The change is not important enough to the target population for them to want to engage in it. They either don't understand its importance, or they don't consider its benefits important enough to convince them to take action, or they don't see it as applying to them. Whatever the reason, they don't see it as a priority.

The target population forgets to perform the action that the change requires. When repeated action is necessary - taking pills at regular intervals, doing physical therapy exercises, keeping appointments, writing in a journal - it may be difficult for people to remember to take it each time.

At least one of these barriers probably exists, at least potentially, for any desired behavior change and for any target population. Addressing the barriers so that change can take place smoothly and easily should be part of any social marketing campaign.

How do you address barriers to action and support behavior change?

While every situation has its own peculiarities and specific barriers, there are some guidelines for dealing with each of the types of barriers described above.

If change is impossible in the present situation, try to do something about the issues that make it impossible.

Geography. Some possible solutions to the geography problem:

  • Arrange, provide, or subsidize transportation.
  • Change services, meetings, etc. to a more convenient location.
  • Bring services to the target population, where possible.

Bookmobiles and mobile clinics were instituted to reach those who couldn't or wouldn't come to libraries or health centers, often in rural areas.

  • Use technology - teleconferencing, e-mail, chat groups, telephone conference calls, Internet- or TV-based courses - to get around distance issues.

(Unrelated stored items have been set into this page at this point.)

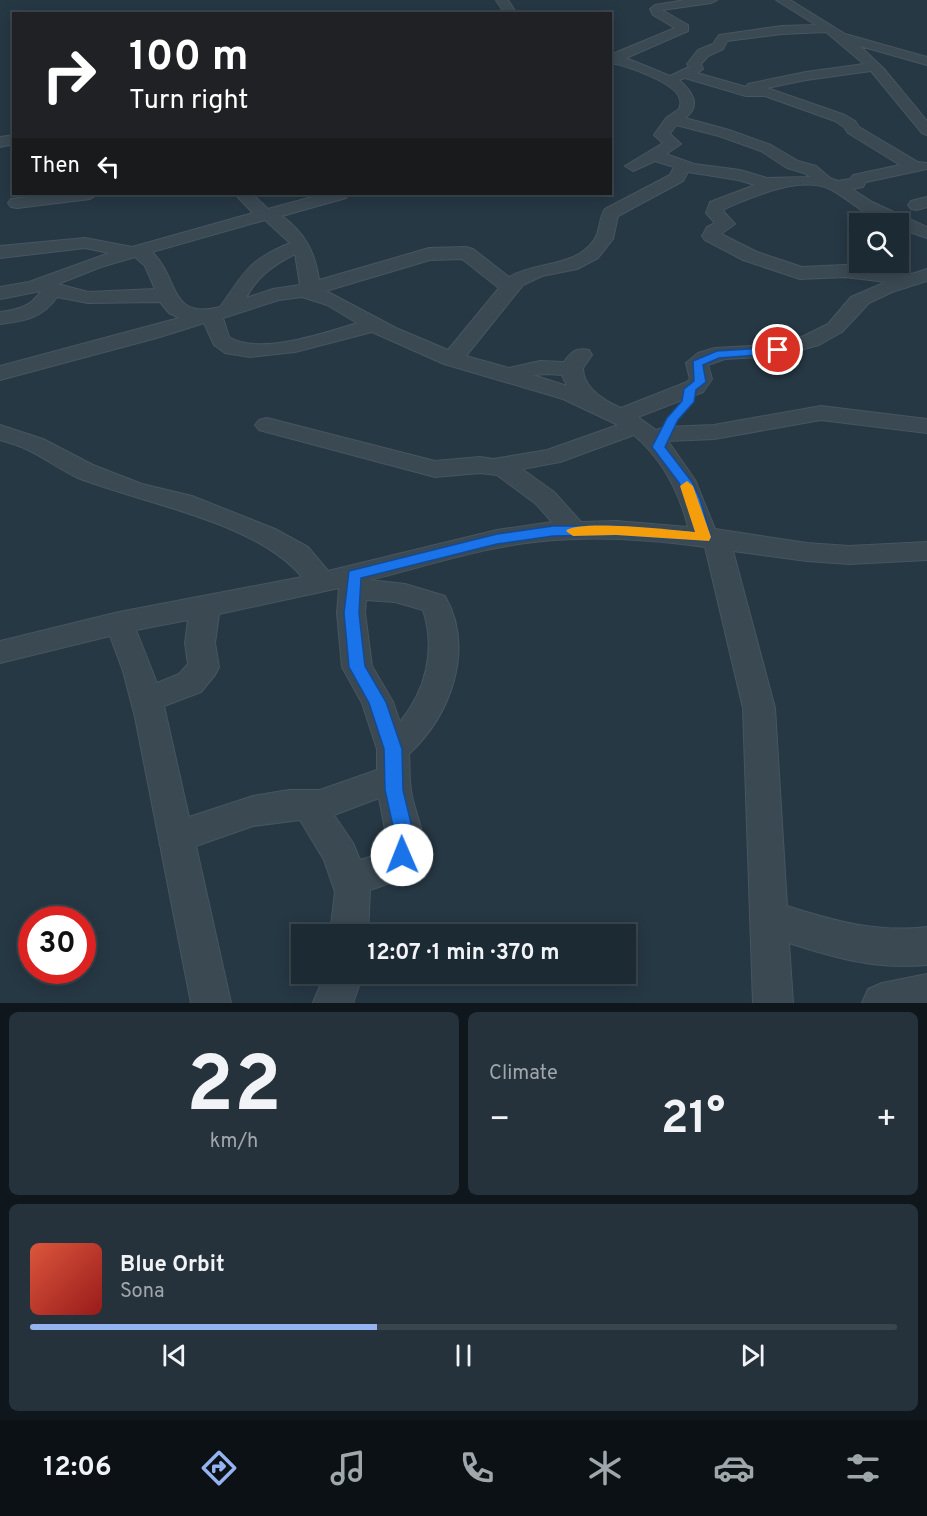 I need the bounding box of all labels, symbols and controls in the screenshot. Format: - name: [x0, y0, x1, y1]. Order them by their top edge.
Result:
- text: 100 m: [129, 32, 248, 85]
- icon: right: [30, 36, 108, 114]
- text: Turn right: [129, 84, 248, 118]
- icon: left: [92, 150, 125, 183]
- text: Then: [30, 153, 80, 180]
- map controls: [849, 213, 909, 273]
- button: search: [849, 213, 909, 273]
- pin: [752, 324, 803, 375]
- icon: arrive: [761, 333, 794, 366]
- position arrow: [370, 823, 434, 887]
- speed limit sign: 30: [18, 906, 96, 984]
- text: 12:07 · 1 min · 370 m: [367, 940, 560, 967]
- text: 22: [186, 1040, 282, 1139]
- text: Climate: [489, 1061, 558, 1087]
- text: 21°: [661, 1092, 725, 1149]
- text: −: [489, 1100, 510, 1142]
- text: +: [876, 1100, 897, 1142]
- text: km/h: [210, 1129, 258, 1155]
- text: Blue Orbit: [120, 1252, 225, 1279]
- text: Sona: [120, 1279, 165, 1305]
- icon: previous: [158, 1339, 191, 1372]
- icon: pause: [447, 1339, 480, 1372]
- icon: next: [736, 1339, 769, 1372]
- icon: directions: [198, 1447, 240, 1489]
- icon: music: [327, 1447, 369, 1489]
- icon: phone: [456, 1447, 498, 1489]
- icon: climate: [584, 1447, 626, 1489]
- icon: car: [713, 1447, 755, 1489]
- icon: filters: [842, 1447, 884, 1489]
- text: 12:06: [43, 1451, 112, 1485]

Economics. Subsidize, reduce, or eliminate costs:

  • Get a grant
  • Find a cheaper and/or more efficient way to approach the issue
  • Scale down the scope of service, on the assumption that it's better to have a lot of people participating in a reduced service than no one participating in a more comprehensive one.
  • Look for used or reconditioned equipment, solicit donations of products and equipment from corporations, or join a service that can help you get free or cheap products and equipment.

NAEIR (the National Association for the Exchange of Industrial Resources) collects donations of new equipment and products from corporations and makes them available almost free (you pay annual dues - in 2001, $575.00 - and shipping and handling) to non-profit entities

The tools of change are unavailable. You can either try to provide what's unavailable, or find an alternative source.

  • Try to get donations of unavailable products or services.
  • Start or collaborate with a program that can help people gain the skills they need to take the desired action.
  • Find an alternative way to provide services.
  • Conduct an advocacy campaign to make products or services available to the target population.

The Boston ESOL program with the long waiting list employed both of the last two methods listed. It developed a tutoring component using videotapes and tutors recruited from among the ranks of advanced students and recent graduates. People on the waiting list could use the videotapes to start their study of English, going at their own pace, and working with a tutor weekly or biweekly. At the same time, the program used the size of its waiting list to advocate with the Department of Education and the state legislature for increased funding. Within a year and a half, the waiting list had been reduced to fewer than 200, and the tutoring component had become so successful that it had been made a regular part of the program.

Circumstances. Change the circumstances to make change possible. For example:

  • Provide or subsidize child care.
  • Move to, or provide supplementary services at, a handicapped-accessible location.
  • Provide the needed information on posters or fliers, on radio, in newspapers, on local-access cable TV, door-to-door - whatever's necessary to make sure that people have what they need in order to take the action you're marketing.

If the task is too complex, simplify it as much as possible. Some ways to accomplish that:

  • Teach complex skills through step-by-step mastery: people learn each step in a complex process separately, completely mastering each step before they go on to the next.
  • Look for ways to eliminate steps: some may be unnecessary or repetitive.
  • Find simpler ways to accomplish the same thing.
  • Scale back the extent of the change to make it more reachable.
  • Start your process at a lower level, in order to provide the background that will make it possible for the target audience to understand and take the sought-after action.

In the box above about the West African NGO, if the training course had allowed the time for trainees to gain enough background knowledge, it is likely that many or most of them would have successfully learned enough to become trainers in their villages.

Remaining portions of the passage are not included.